#### About this task:
Repeat each line of the data below exactly, but skip the pictures.
:: Provided data ::
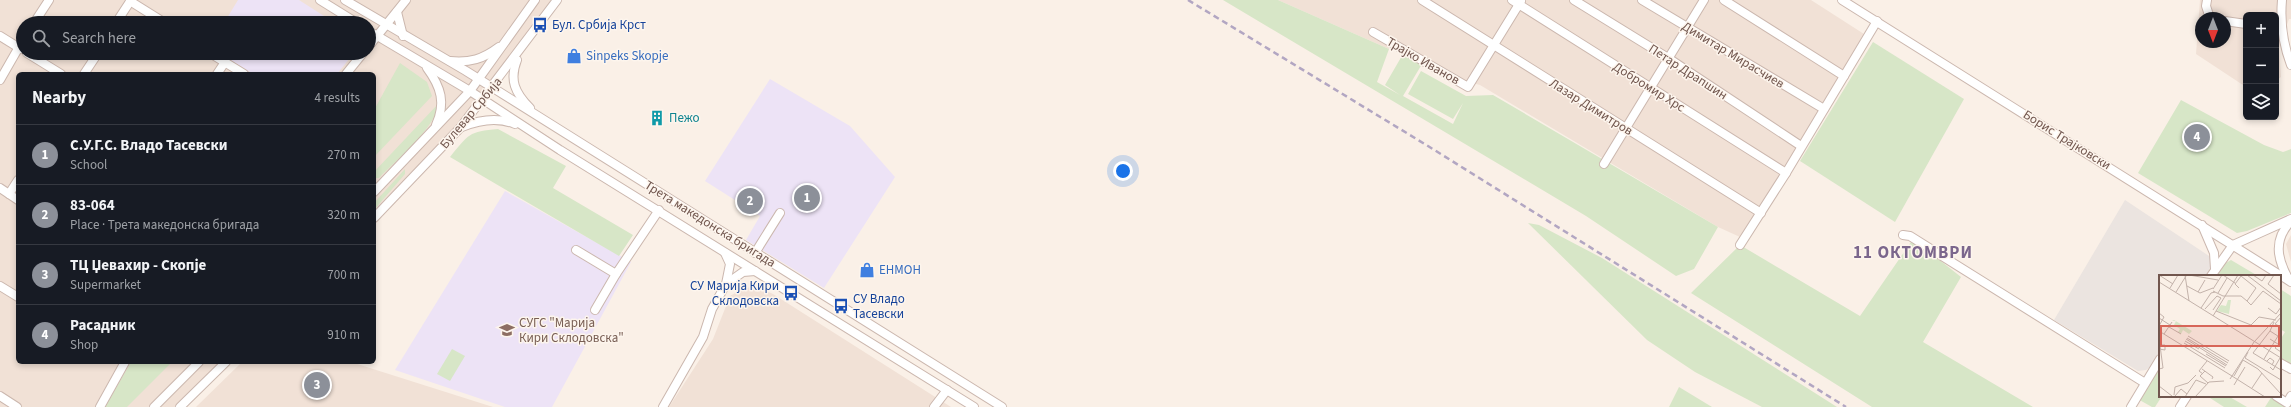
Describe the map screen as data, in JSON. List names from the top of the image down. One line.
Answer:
{"streets":{"street":["Димитар Мирасчиев","Трајко Иванов","Петар Драпшин","Добромир Хрс","Лазар Димитров","Булевар Србија","Борис Трајковски","Трета македонска бригада"]},"crossings":[["Трајко Иванов","Добромир Хрс"],["Трајко Иванов","Лазар Димитров"],["Булевар Србија","Трета македонска бригада"]],"districts":["11 ОКТОМВРИ"],"places":{"bus stop":["Бул. Србија Крст","СУ Марија Кири Склодовска","СУ Владо Тасевски"],"shop":["Sinpeks Skopje","ЕНМОН"],"building":["Пежо"],"school or university":["СУГС \"Марија Кири Склодовска\""]},"north":"bottom","page":{"map_buttons":["+","−"],"search":"Search here","heading":["Nearby","4 results"],"pins":["4","1","2","3"],"list":[{"mark":"1","name":"С.У.Г.С. Владо Тасевски","note":"School","value":"270 m"},{"mark":"2","name":"83-064","note":"Place · Трета македонска бригада","value":"320 m"},{"mark":"3","name":"ТЦ Џевахир - Скопје","note":"Supermarket","value":"700 m"},{"mark":"4","name":"Расадник","note":"Shop","value":"910 m"}]}}
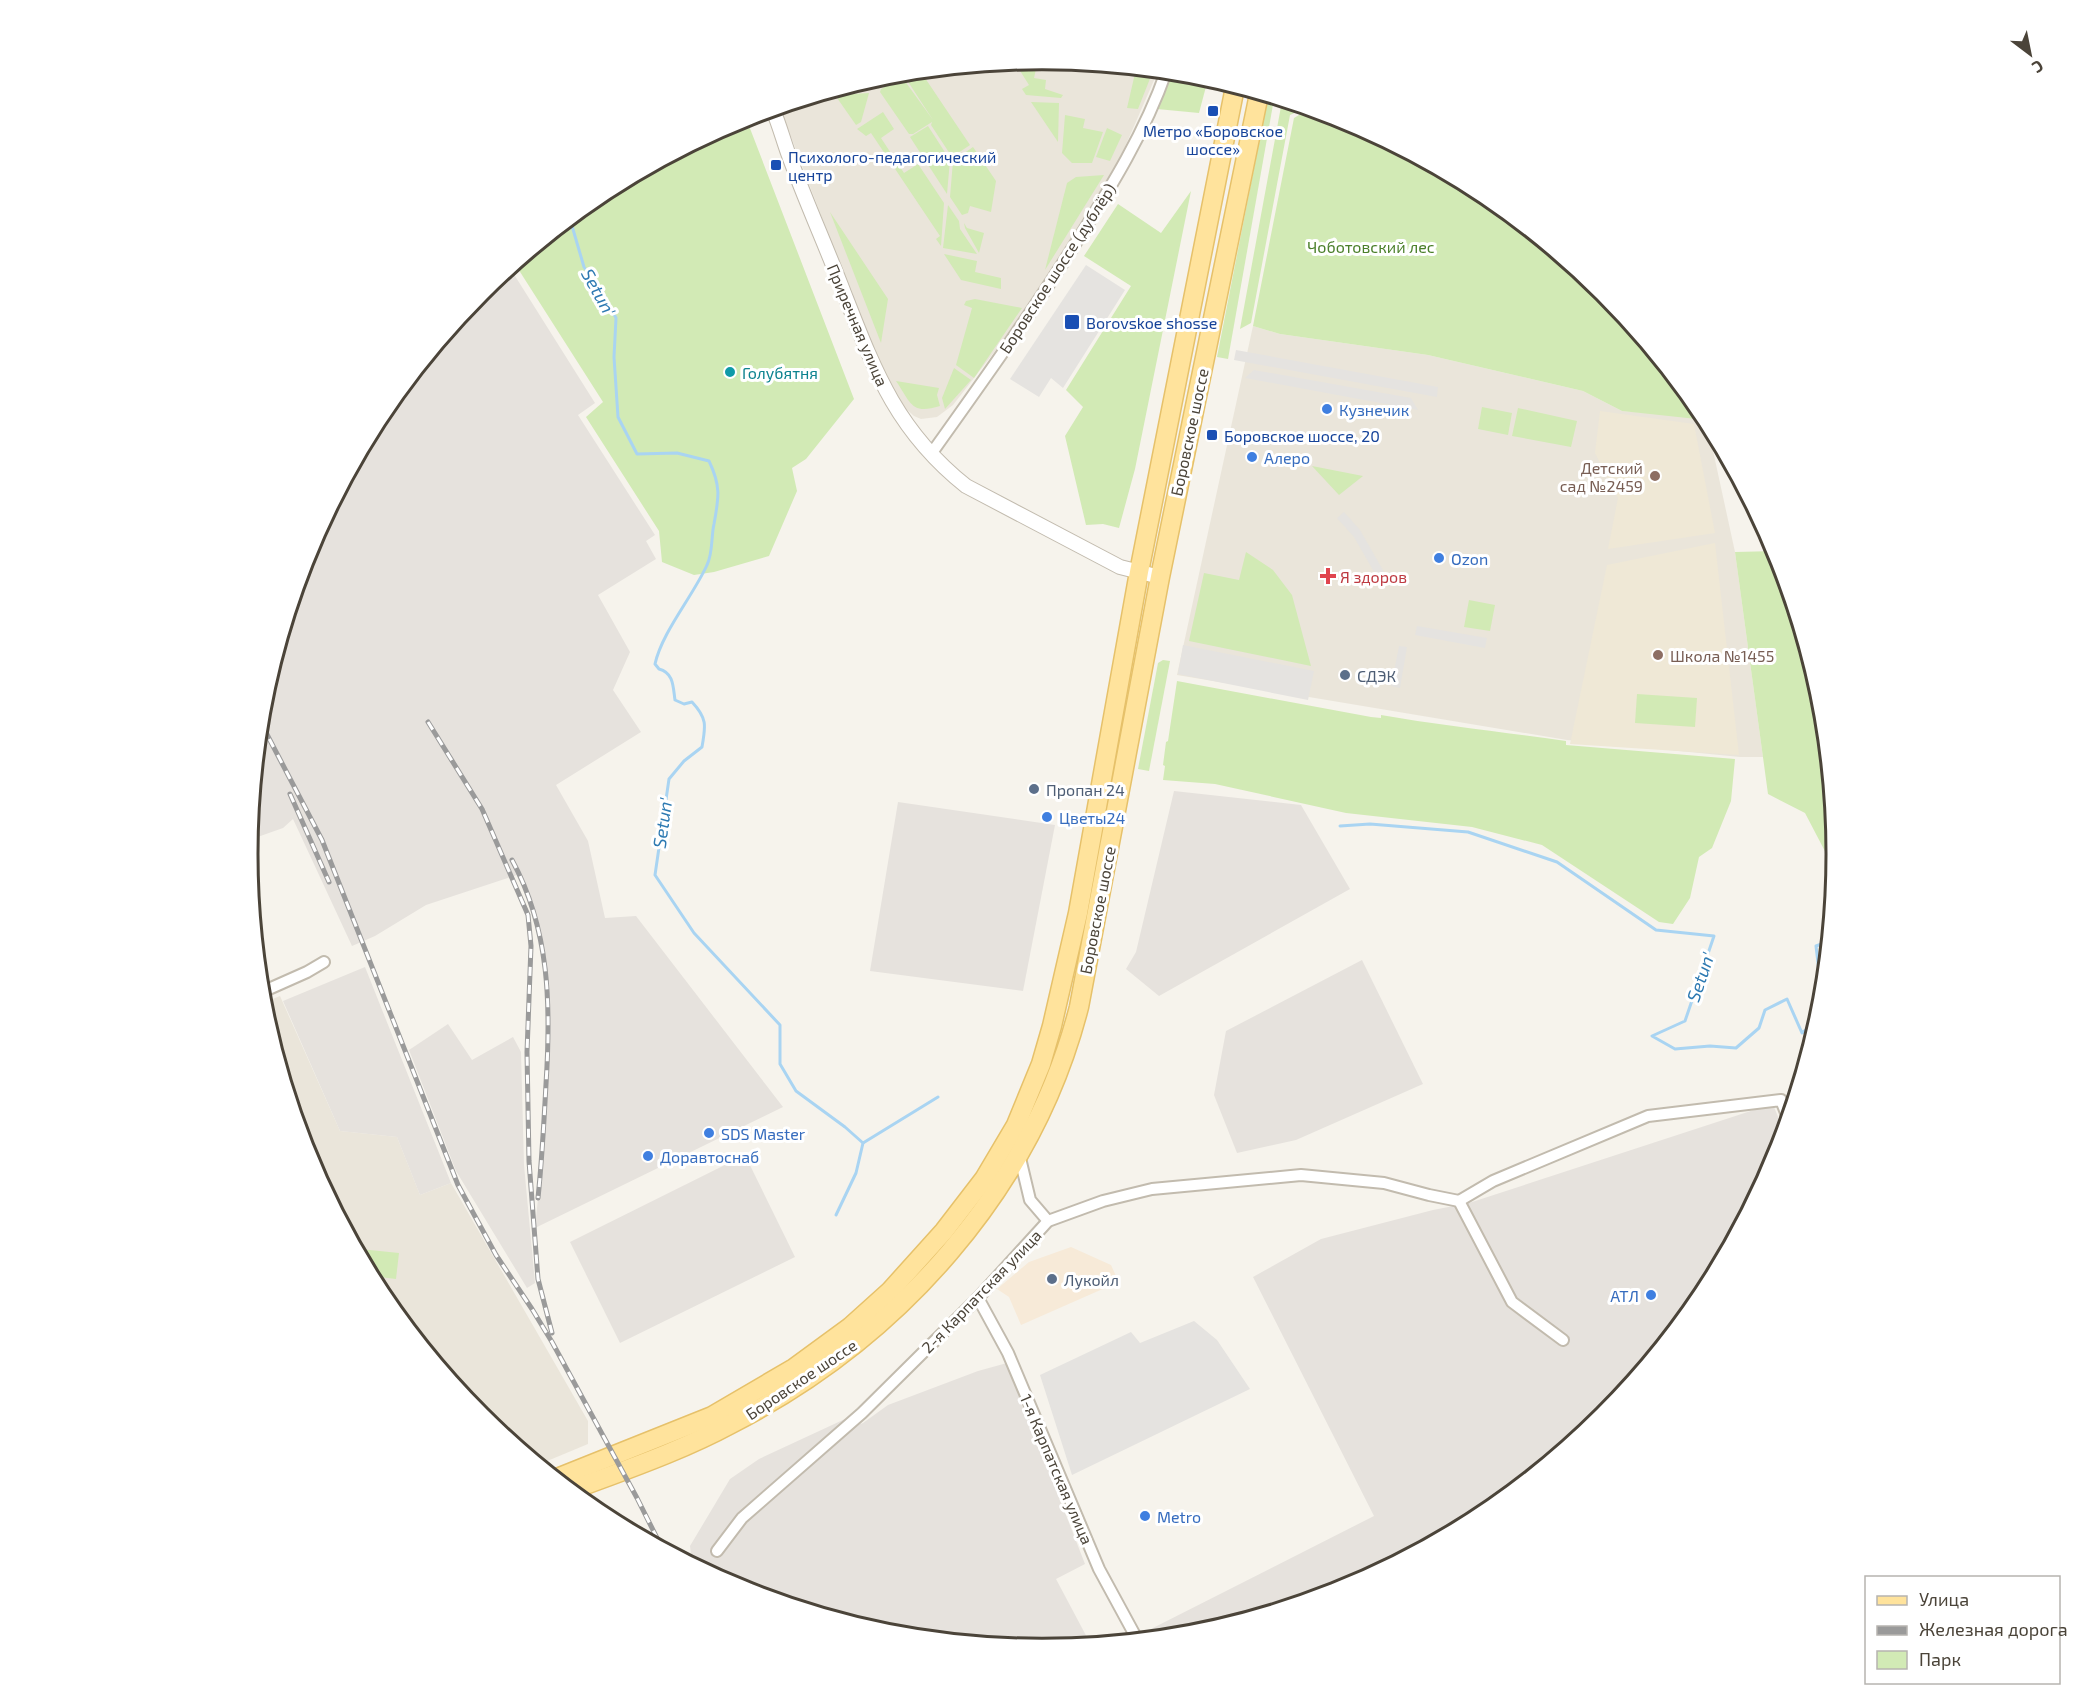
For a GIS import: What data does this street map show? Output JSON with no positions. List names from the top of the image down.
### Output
{
  "streets": {
    "main road": ["Боровское шоссе"],
    "street": [
      "Боровское шоссе (дублёр)",
      "Приречная улица",
      "2-я Карпатская улица",
      "1-я Карпатская улица"
    ]
  },
  "crossings": [
    ["Боровское шоссе (дублёр)", "Приречная улица"],
    ["Приречная улица", "Боровское шоссе"],
    ["2-я Карпатская улица", "1-я Карпатская улица"]
  ],
  "water": ["Setun'"],
  "parks": ["Чоботовский лес"],
  "places": {
    "transit": [
      "Метро «Боровское шоссе»",
      "Психолого-педагогический центр",
      "Borovskoe shosse",
      "Боровское шоссе, 20"
    ],
    "other": [
      "Голубятня",
      "Кузнечик",
      "Алеро",
      "Детский сад №2459",
      "Ozon",
      "Школа №1455",
      "СДЭК",
      "Пропан 24",
      "Цветы24",
      "SDS Master",
      "Доравтоснаб",
      "Лукойл",
      "АТЛ",
      "Metro"
    ],
    "health": ["Я здоров"]
  },
  "legend": ["Улица", "Железная дорога", "Парк"],
  "north": "bottom right"
}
:::
#### Solved exercise:
Describe the map screen as data, in JSON. List names from the top of the image down. One line.
Answer:
{"streets":{"street":["Димитар Мирасчиев","Трајко Иванов","Петар Драпшин","Добромир Хрс","Лазар Димитров","Булевар Србија","Борис Трајковски","Трета македонска бригада"]},"crossings":[["Трајко Иванов","Добромир Хрс"],["Трајко Иванов","Лазар Димитров"],["Булевар Србија","Трета македонска бригада"]],"districts":["11 ОКТОМВРИ"],"places":{"bus stop":["Бул. Србија Крст","СУ Марија Кири Склодовска","СУ Владо Тасевски"],"shop":["Sinpeks Skopje","ЕНМОН"],"building":["Пежо"],"school or university":["СУГС \"Марија Кири Склодовска\""]},"north":"bottom","page":{"map_buttons":["+","−"],"search":"Search here","heading":["Nearby","4 results"],"pins":["4","1","2","3"],"list":[{"mark":"1","name":"С.У.Г.С. Владо Тасевски","note":"School","value":"270 m"},{"mark":"2","name":"83-064","note":"Place · Трета македонска бригада","value":"320 m"},{"mark":"3","name":"ТЦ Џевахир - Скопје","note":"Supermarket","value":"700 m"},{"mark":"4","name":"Расадник","note":"Shop","value":"910 m"}]}}
For a GIS import: What data does this street map show? Output JSON with no positions. List names from the top of the image down.
### Output
{
  "streets": {
    "main road": ["Боровское шоссе"],
    "street": [
      "Боровское шоссе (дублёр)",
      "Приречная улица",
      "2-я Карпатская улица",
      "1-я Карпатская улица"
    ]
  },
  "crossings": [
    ["Боровское шоссе (дублёр)", "Приречная улица"],
    ["Приречная улица", "Боровское шоссе"],
    ["2-я Карпатская улица", "1-я Карпатская улица"]
  ],
  "water": ["Setun'"],
  "parks": ["Чоботовский лес"],
  "places": {
    "transit": [
      "Метро «Боровское шоссе»",
      "Психолого-педагогический центр",
      "Borovskoe shosse",
      "Боровское шоссе, 20"
    ],
    "other": [
      "Голубятня",
      "Кузнечик",
      "Алеро",
      "Детский сад №2459",
      "Ozon",
      "Школа №1455",
      "СДЭК",
      "Пропан 24",
      "Цветы24",
      "SDS Master",
      "Доравтоснаб",
      "Лукойл",
      "АТЛ",
      "Metro"
    ],
    "health": ["Я здоров"]
  },
  "legend": ["Улица", "Железная дорога", "Парк"],
  "north": "bottom right"
}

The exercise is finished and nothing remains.